Records provided:

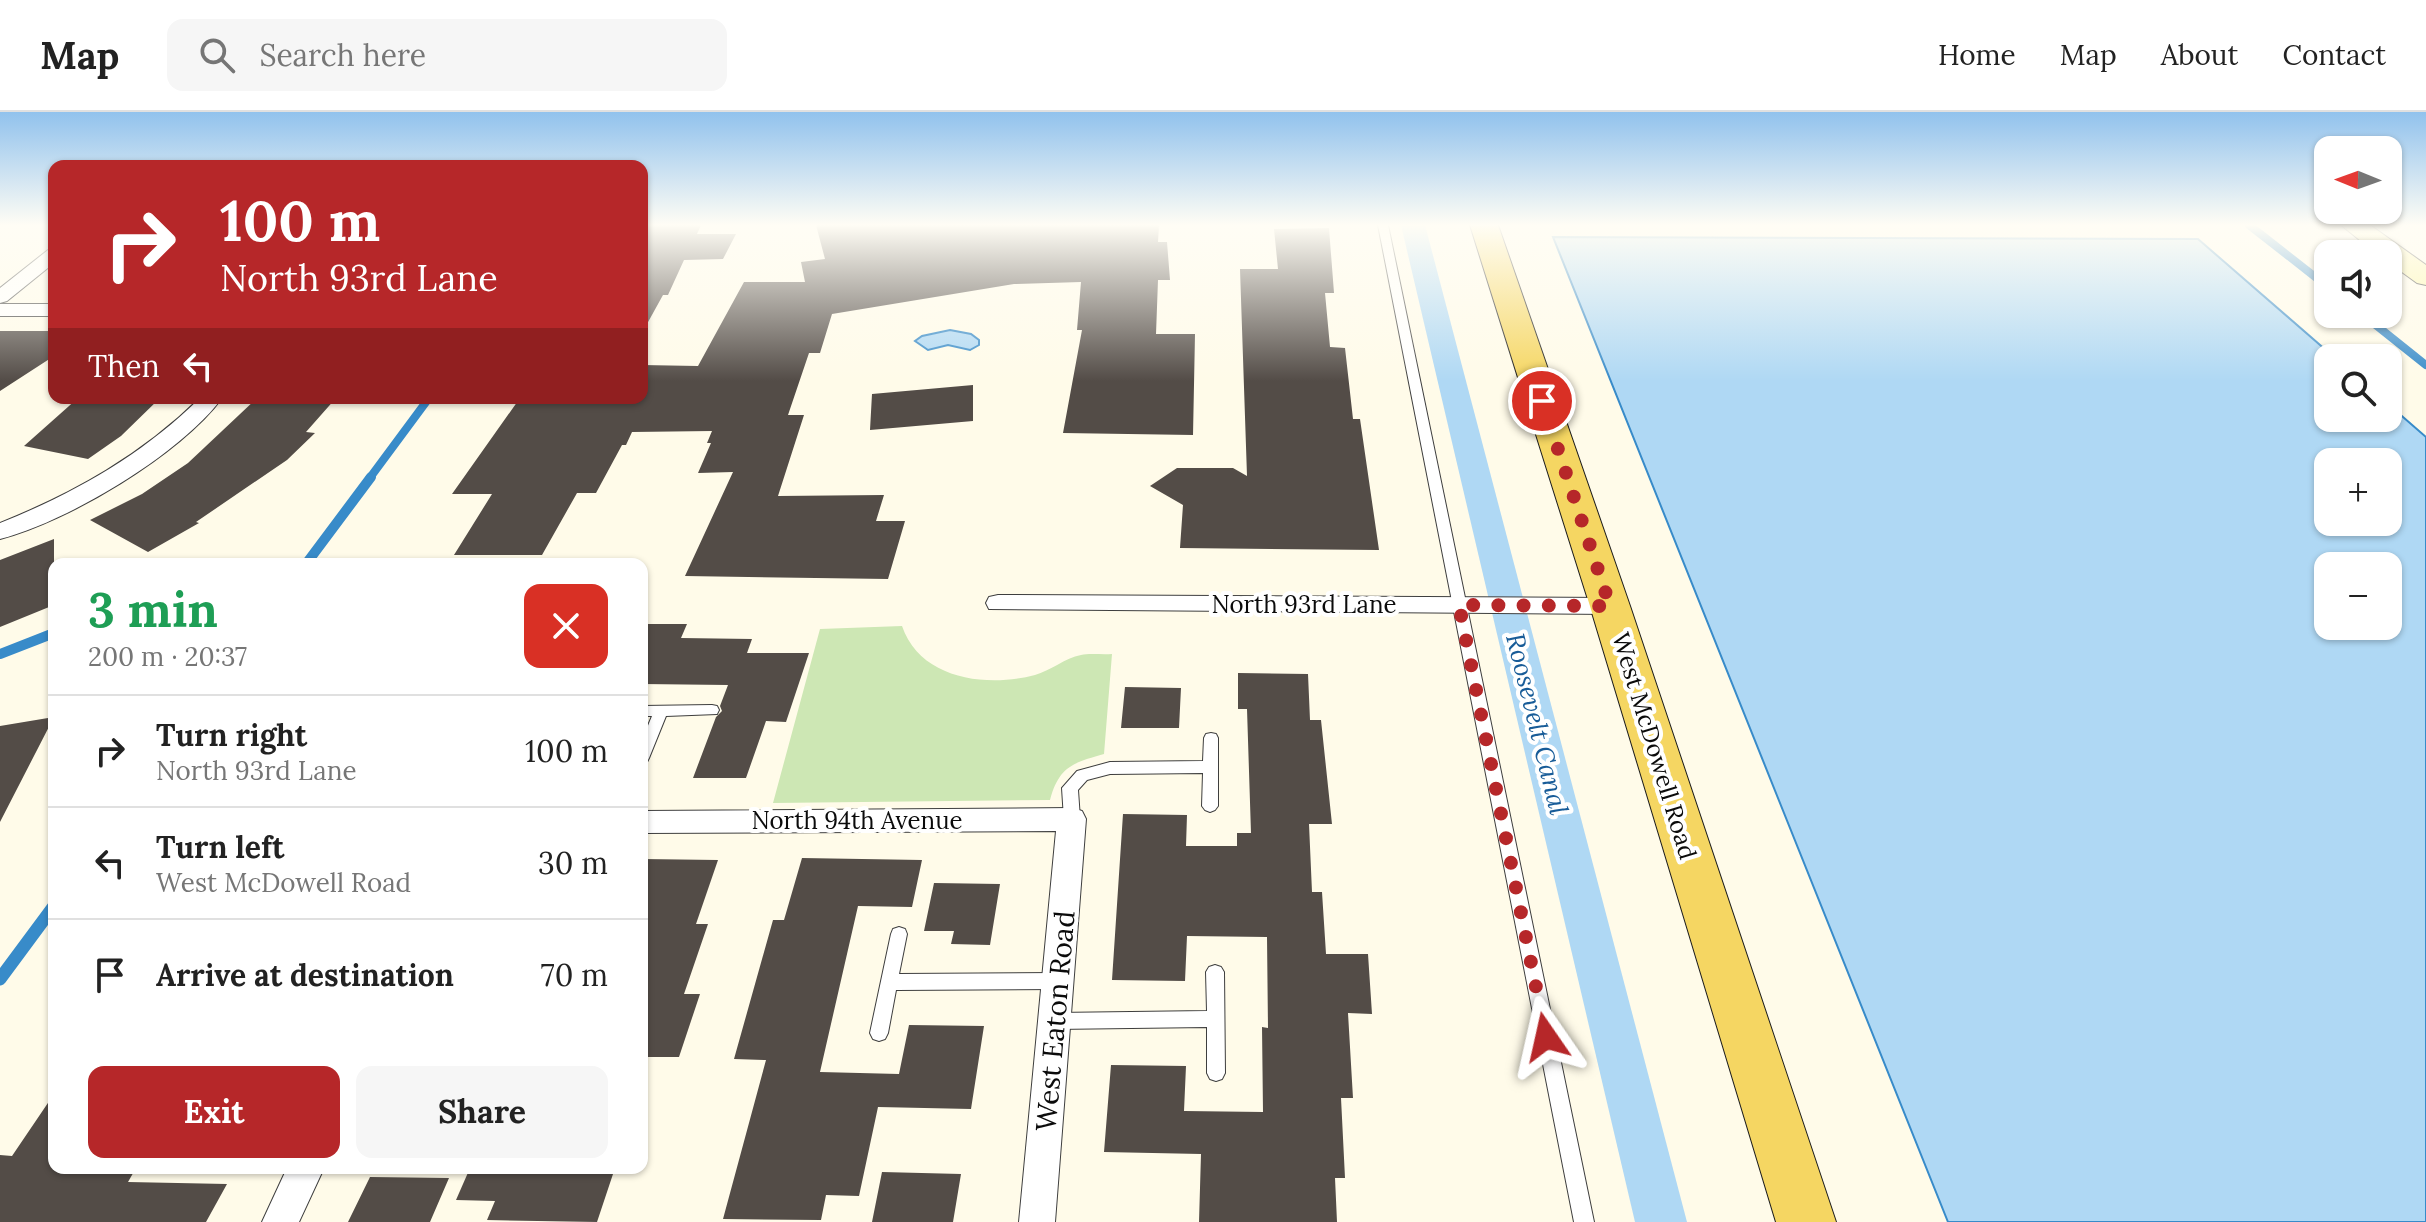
<!DOCTYPE html>
<html lang="en">
<head>
<meta charset="utf-8">
<style>
  body { margin:0; font-family:Lora,serif; background:#f6f6f6; color:#222; height:100vh; display:flex; flex-direction:column; font-size:30px; white-space:nowrap }
  * { box-sizing:border-box; margin:0 }
  p { font-size:26px; color:#767676 }
  .icon { flex:none; width:44px; height:44px; fill:none; stroke:currentColor; stroke-width:2; stroke-linecap:round; stroke-linejoin:round }
  .map { position:relative; flex:1; overflow:hidden }
  .panel { position:absolute; left:48px; top:446px; width:600px; height:616px; display:flex; flex-direction:column; background:#fff; border-radius:16px; box-shadow:0 2px 6px #0004 }
  .panel>* { flex:none }
  .banner { position:absolute; left:48px; top:48px; width:600px; height:244px; border-radius:16px; box-shadow:0 2px 6px #0004; background:#b62729; color:#fff; overflow:hidden }
  .needle { width:52px; rotate:271deg }
  .fabs { position:absolute; left:2314px; top:24px; display:grid; gap:16px }
  .fabs a { display:grid; place-items:center; width:88px; height:88px; border-radius:16px; background:#fff; box-shadow:0 2px 6px #0004; font-size:40px }
  .pin { position:absolute; display:grid; place-items:center; width:68px; height:68px; color:#fff; margin:-34px; border:4px solid #fff; border-radius:50%; box-shadow:0 2px 8px #0007 }
  .me { position:absolute; width:88px; margin:-44px; rotate:349deg; stroke-linejoin:round; filter:drop-shadow(0 0 6px #0008) }
  .turn { display:flex; align-items:center; gap:28px; height:168px; padding:0 40px; font-size:36px }
  .turn .icon { width:104px; height:104px; stroke-width:2.5 }
  .turn b { display:block; font-size:56px; line-height:68px }
  .then { display:flex; align-items:center; height:76px; padding:0 40px; background:#0003; gap:16px; font-size:30px }
  .round { display:grid; place-items:center; flex:none; width:84px; height:84px; border-radius:16px; background:#f6f6f6 }
  .head { display:flex; align-items:center; justify-content:space-between; height:136px; padding:0 40px }
  h1 { font-size:48px; font-weight:800; line-height:60px; color:#1e9e55 }
  .primary-button { display:flex; gap:16px; margin-top:auto; padding:16px 40px }
  .primary-button a { flex:1; height:92px; border-radius:16px; background:#b62729; color:#fff; font-size:32px; font-weight:800; line-height:92px; text-align:center }
  .primary-button a+a { background:#f6f6f6; color:#222 }
  ul { padding:0; list-style:none }
  li { display:flex; align-items:center; gap:24px; height:112px; padding:0 40px; border-top:2px solid #e0e0e0 }
  li div { flex:1 }
  li b { display:block; font-size:30px }
  li em { font-style:normal }
  header { display:flex; align-items:center; gap:48px; box-sizing:border-box; height:112px; padding:0 40px; background:#fff; border-bottom:2px solid #e0e0e0 }
  header strong { font-size:38px }
  nav { display:flex; gap:44px; margin-inline-start:auto; font-size:28px }
  .search { width:560px; height:72px; background:#f6f6f6; display:flex; align-items:center; gap:20px; box-sizing:border-box; padding:0 28px; border-radius:16px; color:#767676; font-size:30px }
  .map>svg:first-child { display:block }
</style>
</head>
<body>
<header>
<strong>Map</strong>
<div class="search"><svg class="icon" aria-label="search" viewBox="0 0 24 24"><circle cx="10" cy="10" r="6"/><path d="M15 15l6 6"/></svg>Search here</div>
<nav><a>Home</a><a>Map</a><a>About</a><a>Contact</a></nav>
</header>
<div class="map">
<svg width="2426" height="1110" viewBox="0 0 2426 1110">
  <rect width="100%" height="100%" fill="#fffbe9"/>
  <!-- green -->
  <path fill="#cde7b4" d="M 902,514 C 920,567 986,576 1035,563 C 1050,559 1065,546 1081,543 C 1090,541 1102,543 1112,542 L 1104,642 C 1072,651 1059,655 1050,688 L 773,691 L 820,517 Z"/>
  <!-- water -->
  <path fill="#afd8f4" stroke="#388bc9" stroke-width="2" fill-rule="evenodd" d="M 1553,125 L 2198,127 L 2335,246 L 2328,246 L 2328,306 L 2388,306 L 2388,292 L 2426,325 L 2426,1110 L 1948,1110 ZM 2328,350 L 2388,350 L 2388,410 L 2328,410 ZM 2328,454 L 2388,454 L 2388,514 L 2328,514 Z
    M 950,218 L 971,222 L 979,228 L 979,233 L 970,238 L 948,233 L 928,238 L 915,229 L 922,224 Z"/>
  <g fill="none" stroke-linecap="round" stroke-linejoin="round">
    <!-- stream-far2 -->
    <path stroke="#388bc9" stroke-width="8" d="M 2249,113 L 2328,175
      M 2362,202 L 2426,253
      M 369,367 L 429,286"/>
    <!-- stream-far1 -->
    <path stroke="#388bc9" stroke-width="10" d="M 306,452 L 371,365
      M 0,542 L 54,521"/>
    <!-- stream -->
    <path stroke="#388bc9" stroke-width="13" d="M 0,867 L 54,794"/>
    <!-- canal -->
    <path fill="#afd8f4" fill-rule="evenodd" d="M 1401,113 L 1425,113 L 1687,1110 L 1635,1110 Z"/>
  </g>
  <!-- building -->
  <path fill="#534c47" d="M 642,113 L 701,113 L 697,122 L 736,122 L 723,147 L 684,148 L 668,183 L 663,183 L 642,221 Z
    M 816,113 L 1159,113 L 1158,130 L 1167,130 L 1170,168 L 1158,168 L 1156,222 L 1195,222 L 1193,323 L 1063,321 L 1082,218 L 1077,218 L 1081,170 L 1014,172 L 832,202 L 820,241 L 809,241 L 788,303 L 804,303 L 778,384 L 884,383 L 876,409 L 905,409 L 888,467 L 685,464 L 733,360 L 698,361 L 711,331 L 707,331 L 712,319 L 632,320 L 626,333 L 622,333 L 596,381 L 577,381 L 542,443 L 454,443 L 492,382 L 452,382 L 520,286 L 642,286 L 642,253 L 698,254 L 744,170 L 805,170 L 801,150 L 825,147 Z
    M 1329,116 L 1334,181 L 1325,181 L 1330,235 L 1345,236 L 1353,307 L 1360,307 L 1379,438 L 1180,436 L 1183,393 L 1150,374 L 1177,356 L 1233,356 L 1247,364 L 1240,157 L 1278,157 L 1274,117 Z
    M 0,219 L 54,219 L 54,244 L 0,279 Z
    M 973,273 L 973,309 L 870,318 L 872,282 Z
    M 78,286 L 160,286 L 121,324 L 88,347 L 24,334 Z
    M 257,286 L 336,286 L 306,320 L 315,321 L 287,348 L 196,410 L 199,411 L 148,440 L 90,408 L 142,382 L 188,351 Z
    M 54,427 L 54,493 L 0,515 L 0,448 Z
    M 642,512 L 687,512 L 681,526 L 752,527 L 747,541 L 809,541 L 786,610 L 766,609 L 746,666 L 693,666 L 716,605 L 722,599 L 720,594 L 728,573 L 642,572 Z
    M 1238,561 L 1308,562 L 1310,608 L 1321,608 L 1332,712 L 1309,712 L 1312,780 L 1322,780 L 1326,842 L 1368,842 L 1372,902 L 1348,901 L 1353,986 L 1341,986 L 1345,1066 L 1335,1066 L 1337,1110 L 1199,1110 L 1201,1042 L 1104,1040 L 1111,953 L 1186,954 L 1184,999 L 1263,1000 L 1262,915 L 1268,916 L 1267,825 L 1187,824 L 1185,869 L 1112,868 L 1123,702 L 1187,703 L 1186,734 L 1237,734 L 1237,721 L 1251,721 L 1247,597 L 1238,597 Z
    M 1125,575 L 1181,576 L 1179,616 L 1121,616 Z
    M 54,605 L 0,710 L 0,614 Z
    M 802,746 L 922,748 L 912,795 L 858,794 L 820,960 L 899,962 L 909,913 L 984,914 L 971,997 L 878,995 L 859,1084 L 826,1083 L 821,1108 L 723,1107 L 766,948 L 734,947 L 773,808 L 784,808 Z
    M 642,747 L 718,748 L 696,812 L 708,812 L 684,882 L 700,882 L 679,945 L 642,945 Z
    M 934,771 L 1000,772 L 990,833 L 951,832 L 954,819 L 924,819 Z
    M 54,982 L 54,1056 L 136,1056 L 128,1070 L 227,1072 L 206,1110 L 0,1110 L 0,1043 L 12,1044 Z
    M 470,1056 L 615,1056 L 597,1110 L 487,1108 L 495,1089 L 456,1088 Z
    M 882,1060 L 961,1062 L 953,1110 L 872,1110 Z
    M 370,1065 L 449,1066 L 430,1110 L 348,1110 Z"/>
  <g fill="none" stroke-linecap="round" stroke-linejoin="round">
    <!-- lane casing -->
    <g stroke="#3e3e3e" stroke-width="2">
      <path id="lane" d="M 1378,113 L 1388,113 L 1594,1110 L 1574,1110 Z
        M 712,593 L 717,594 L 719,598 L 717,602 L 666,604 L 649,646 L 647,650 L 642,652 L 642,628 L 652,604 L 642,604 L 642,594 Z
        M 1211,621 L 1216,622 L 1218,626 L 1218,694 L 1215,698 L 1210,700 L 1205,698 L 1202,694 L 1203,661 L 1110,662 L 1087,668 L 1078,678 L 1080,707 L 1078,711 L 1072,713 L 1066,711 L 1064,707 L 1062,676 L 1077,659 L 1110,650 L 1203,649 L 1204,626 L 1206,622 Z
        M 899,815 L 905,817 L 907,822 L 899,862 L 1058,861 L 1064,864 L 1067,869 L 1064,874 L 1058,877 L 896,878 L 888,921 L 885,927 L 879,929 L 873,927 L 870,921 L 891,822 L 893,817 Z
        M 1215,853 L 1221,855 L 1224,860 L 1225,961 L 1222,967 L 1216,969 L 1210,967 L 1207,961 L 1207,915 L 1055,917 L 1049,915 L 1046,909 L 1049,903 L 1055,901 L 1207,899 L 1206,860 L 1209,855 Z"/>
    </g>
    <!-- street casing -->
    <g stroke="#3e3e3e" stroke-width="2">
      <path id="street" d="M 54,137 L 54,151 L 7,189 L 0,191 L 0,176 L 48,138 Z
        M 0,192 L 54,192 L 54,204 L 0,204 Z
        M 200,286 L 222,286 C 181,342 67,410 0,427 L 0,411 C 75,381 142,343 200,286 Z
        M 998,483 L 1610,486 L 1619,488 L 1622,494 L 1619,500 L 1610,502 L 989,497 L 986,491 L 989,485 Z
        M 1072,696 L 1082,699 L 1086,707 L 1055,1110 L 1019,1110 L 1056,719 L 642,721 L 642,699 Z
        M 287,1056 L 324,1056 L 299,1110 L 262,1110 Z"/>
    </g>
    <!-- secondary casing -->
    <g stroke="#2d2d2d" stroke-width="2">
      <path id="secondary" d="M 2341,113 L 2370,113 L 2426,153 L 2426,173 L 2417,171 L 2388,150 L 2388,142 L 2377,142 Z"/>
    </g>
    <!-- primary casing -->
    <g stroke="#1c1c1c" stroke-width="2">
      <path id="primary" d="M 1470,113 L 1498,113 L 1630,494 L 1836,1110 L 1776,1110 L 1590,494 Z"/>
    </g>
    <!-- lane -->
    <use href="#lane" fill="#fff" fill-rule="evenodd"/>
    <!-- street -->
    <use href="#street" fill="#fff" fill-rule="evenodd"/>
    <!-- secondary -->
    <use href="#secondary" fill="#fdf6a5" fill-rule="evenodd"/>
    <!-- primary -->
    <use href="#primary" fill="#f5d662" fill-rule="evenodd"/>
  </g>
  <!-- sky -->
  <linearGradient id="sky" x2="0" y2="1"><stop stop-color="#91c2ed"/><stop offset="0.42" stop-color="#fffdf5"/><stop offset="1" stop-color="#fffdf5" stop-opacity="0"/></linearGradient>
  <rect width="2426" height="269" fill="url(#sky)"/>
  <g fill="none" stroke-linecap="round" stroke-linejoin="round">
    <!-- route -->
    <path stroke="#b62729" stroke-width="14" stroke-dasharray="0 25.2" d="M 1542,289 L 1610,494 L 1459,493 L 1546,925"/>
  </g>
  <g text-anchor="middle" stroke-width="8" stroke-linejoin="round" paint-order="stroke">
    <!-- street labels -->
    <g font-size="24" fill="#0b0b0b" stroke="#fff">
      <text x="1304" y="501">North 93rd Lane</text>
      <text transform="translate(1654 634) rotate(73)" y="8">West McDowell Road</text>
      <text x="857" y="717">North 94th Avenue</text>
    </g>
    <!-- water labels -->
    <g font-size="26" font-style="italic" fill="#185c98" stroke="#fff">
      <text transform="translate(1537 612) rotate(76)" y="9">Roosevelt Canal</text>
    </g>
    <!-- near-street labels -->
    <g font-size="28" fill="#0b0b0b" stroke="#fff">
      <text transform="translate(1055 909) rotate(-85)" y="10">West Eaton Road</text>
    </g>
  </g>
</svg>
<div class="fabs">
<a><svg class="needle" viewBox="-14 -14 28 28"><path d="M0-13l5 13h-10z" fill="#e53935"/><path d="M0 13l5-13h-10z" fill="#767676"/></svg></a>
<a><svg class="icon" aria-label="sound" viewBox="0 0 24 24"><path d="M4 9h4l5-4v14l-5-4H4zM17 9q2 3 0 6"/></svg></a>
<a><svg class="icon" aria-label="search" viewBox="0 0 24 24"><circle cx="10" cy="10" r="6"/><path d="M15 15l6 6"/></svg></a>
<a>+</a>
<a>−</a>
</div>
<div class="pin" style="left:1542px;top:289px;background:#d93025"><svg class="icon" aria-label="arrive" viewBox="0 0 24 24"><path d="M6 21V4h12l-3 4 3 4H6"/></svg></div>
<svg class="me" style="left:1546px;top:925px" viewBox="-20 -20 40 40"><path d="M0-17L14 15 0 8-14 15z" fill="#b62729" stroke="#fff" stroke-width="4"/></svg>
<div class="banner">
<div class="turn"><svg class="icon" aria-label="right" viewBox="0 0 24 24"><path d="M7 20v-9h11M14 6l5 5-5 5"/></svg><div><b>100 m</b>North 93rd Lane</div></div>
<div class="then">Then<svg class="icon" aria-label="left" viewBox="0 0 24 24"><path d="M17 20v-9H6M10 6l-5 5 5 5"/></svg></div>
</div>
<section class="panel">
<div class="head"><div><h1>3 min</h1><p>200 m · 20:37</p></div><a class="round" style="background:#d93025;color:#fff"><svg class="icon" aria-label="close" viewBox="0 0 24 24"><path d="M6 6l12 12M18 6L6 18"/></svg></a></div>
<ul>
<li><svg class="icon" aria-label="right" viewBox="0 0 24 24"><path d="M7 20v-9h11M14 6l5 5-5 5"/></svg><div><b>Turn right</b><p>North 93rd Lane</p></div><em>100 m</em></li>
<li><svg class="icon" aria-label="left" viewBox="0 0 24 24"><path d="M17 20v-9H6M10 6l-5 5 5 5"/></svg><div><b>Turn left</b><p>West McDowell Road</p></div><em>30 m</em></li>
<li><svg class="icon" aria-label="arrive" viewBox="0 0 24 24"><path d="M6 21V4h12l-3 4 3 4H6"/></svg><div><b>Arrive at destination</b></div><em>70 m</em></li>
</ul>
<div class="primary-button"><a>Exit</a><a>Share</a></div>
</section>
</div>
</body>
</html>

Work order:
Where does the word "direction" show up in the material? Copy out each line that has it.

Result:
  body { margin:0; font-family:Lora,serif; background:#f6f6f6; color:#222; height:100vh; display:flex; flex-direction:column; font-size:30px; white-space:nowrap }
  .panel { position:absolute; left:48px; top:446px; width:600px; height:616px; display:flex; flex-direction:column; background:#fff; border-radius:16px; box-shadow:0 2px 6px #0004 }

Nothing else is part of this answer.